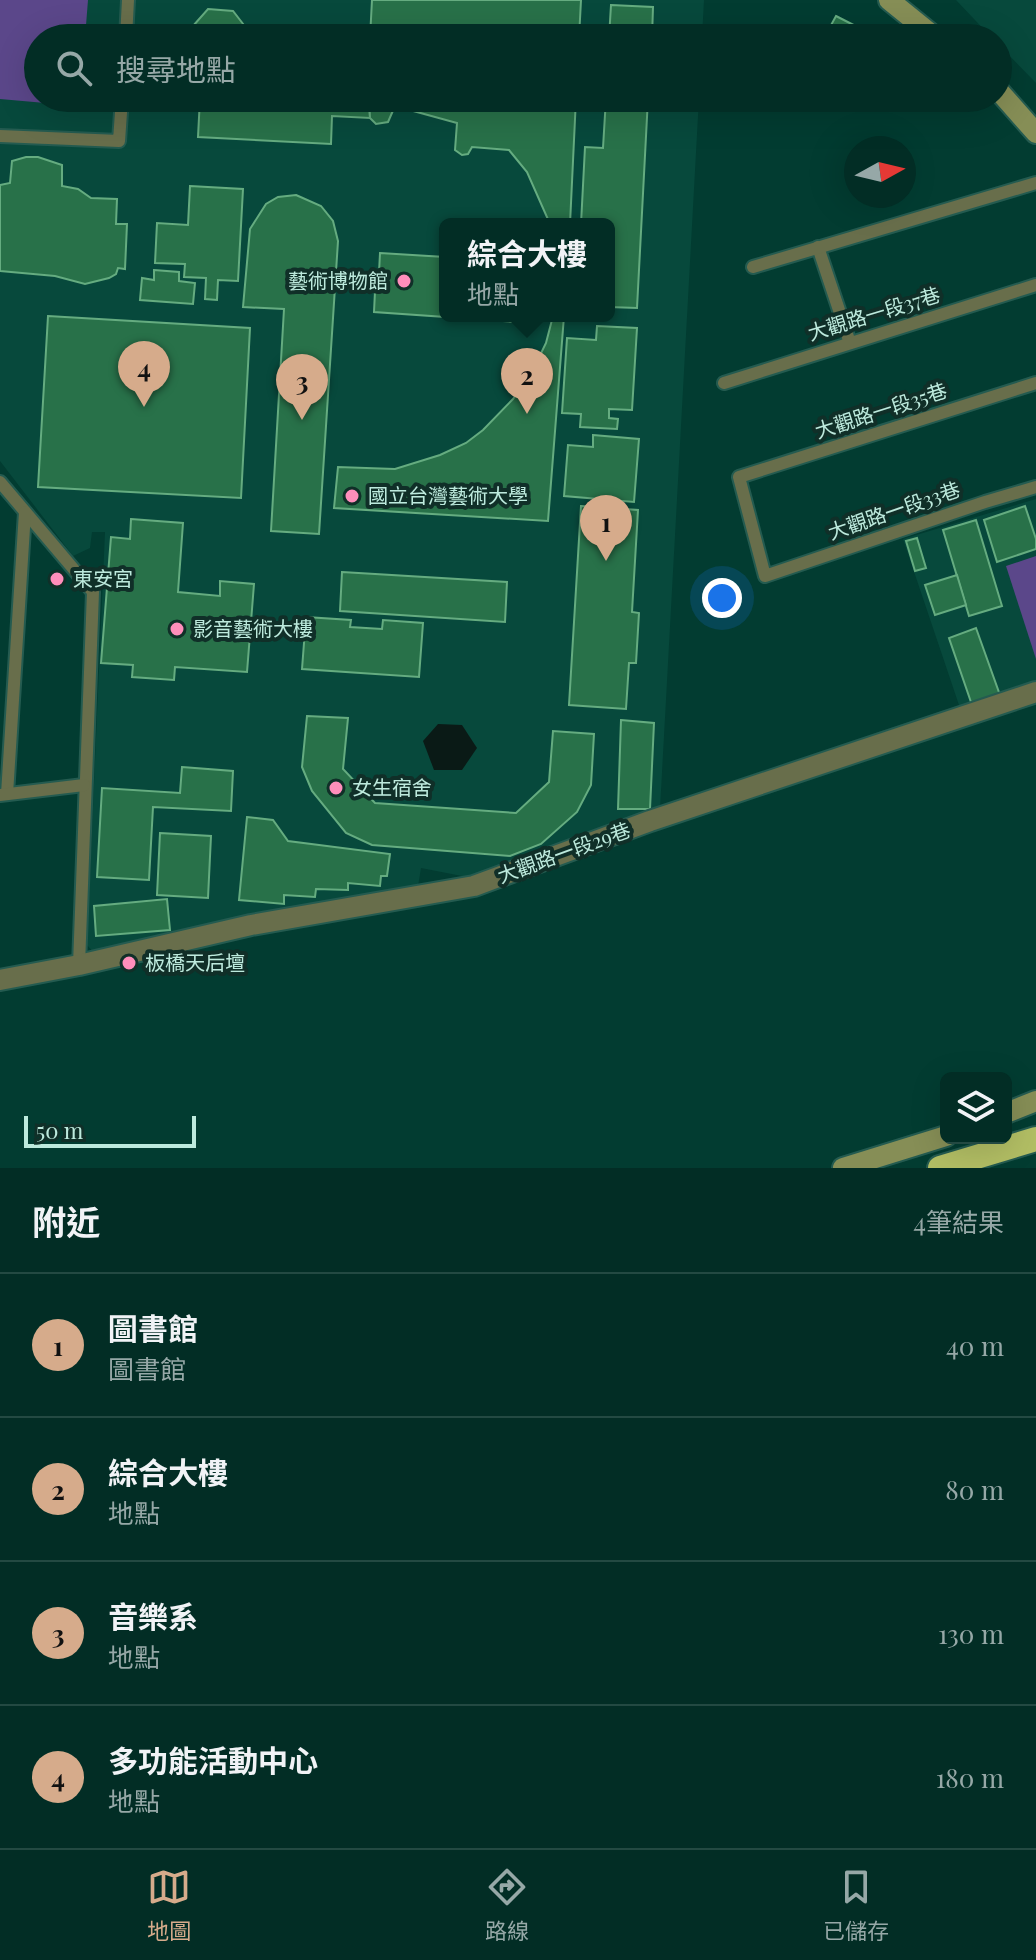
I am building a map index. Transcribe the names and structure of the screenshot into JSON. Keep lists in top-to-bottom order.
{
  "streets": {
    "street": ["大觀路一段29巷"],
    "lane": ["大觀路一段37巷", "大觀路一段35巷", "大觀路一段33巷"]
  },
  "crossings": [
    ["大觀路一段35巷", "大觀路一段33巷"]
  ],
  "places": [
    "藝術博物館",
    "國立台灣藝術大學",
    "東安宮",
    "影音藝術大樓",
    "女生宿舍",
    "板橋天后壇"
  ],
  "scale_bar": "50 m",
  "north": "right",
  "page": {
    "search": "搜尋地點",
    "popup": ["綜合大樓", "地點"],
    "pins": [
      "4",
      "2",
      "3",
      "1"
    ],
    "scale": "50 m",
    "heading": ["附近", "4筆結果"],
    "list": [
      {
        "mark": "1",
        "name": "圖書館",
        "note": "圖書館",
        "value": "40 m"
      },
      {
        "mark": "2",
        "name": "綜合大樓",
        "note": "地點",
        "value": "80 m"
      },
      {
        "mark": "3",
        "name": "音樂系",
        "note": "地點",
        "value": "130 m"
      },
      {
        "mark": "4",
        "name": "多功能活動中心",
        "note": "地點",
        "value": "180 m"
      }
    ],
    "nav": ["地圖", "路線", "已儲存"]
  }
}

REQUIRED ACTION:
A word-for-word copy of all the records above is required, with the pictures left out.

RESPONSE:
I am building a map index. Transcribe the names and structure of the screenshot into JSON. Keep lists in top-to-bottom order.
{
  "streets": {
    "street": ["大觀路一段29巷"],
    "lane": ["大觀路一段37巷", "大觀路一段35巷", "大觀路一段33巷"]
  },
  "crossings": [
    ["大觀路一段35巷", "大觀路一段33巷"]
  ],
  "places": [
    "藝術博物館",
    "國立台灣藝術大學",
    "東安宮",
    "影音藝術大樓",
    "女生宿舍",
    "板橋天后壇"
  ],
  "scale_bar": "50 m",
  "north": "right",
  "page": {
    "search": "搜尋地點",
    "popup": ["綜合大樓", "地點"],
    "pins": [
      "4",
      "2",
      "3",
      "1"
    ],
    "scale": "50 m",
    "heading": ["附近", "4筆結果"],
    "list": [
      {
        "mark": "1",
        "name": "圖書館",
        "note": "圖書館",
        "value": "40 m"
      },
      {
        "mark": "2",
        "name": "綜合大樓",
        "note": "地點",
        "value": "80 m"
      },
      {
        "mark": "3",
        "name": "音樂系",
        "note": "地點",
        "value": "130 m"
      },
      {
        "mark": "4",
        "name": "多功能活動中心",
        "note": "地點",
        "value": "180 m"
      }
    ],
    "nav": ["地圖", "路線", "已儲存"]
  }
}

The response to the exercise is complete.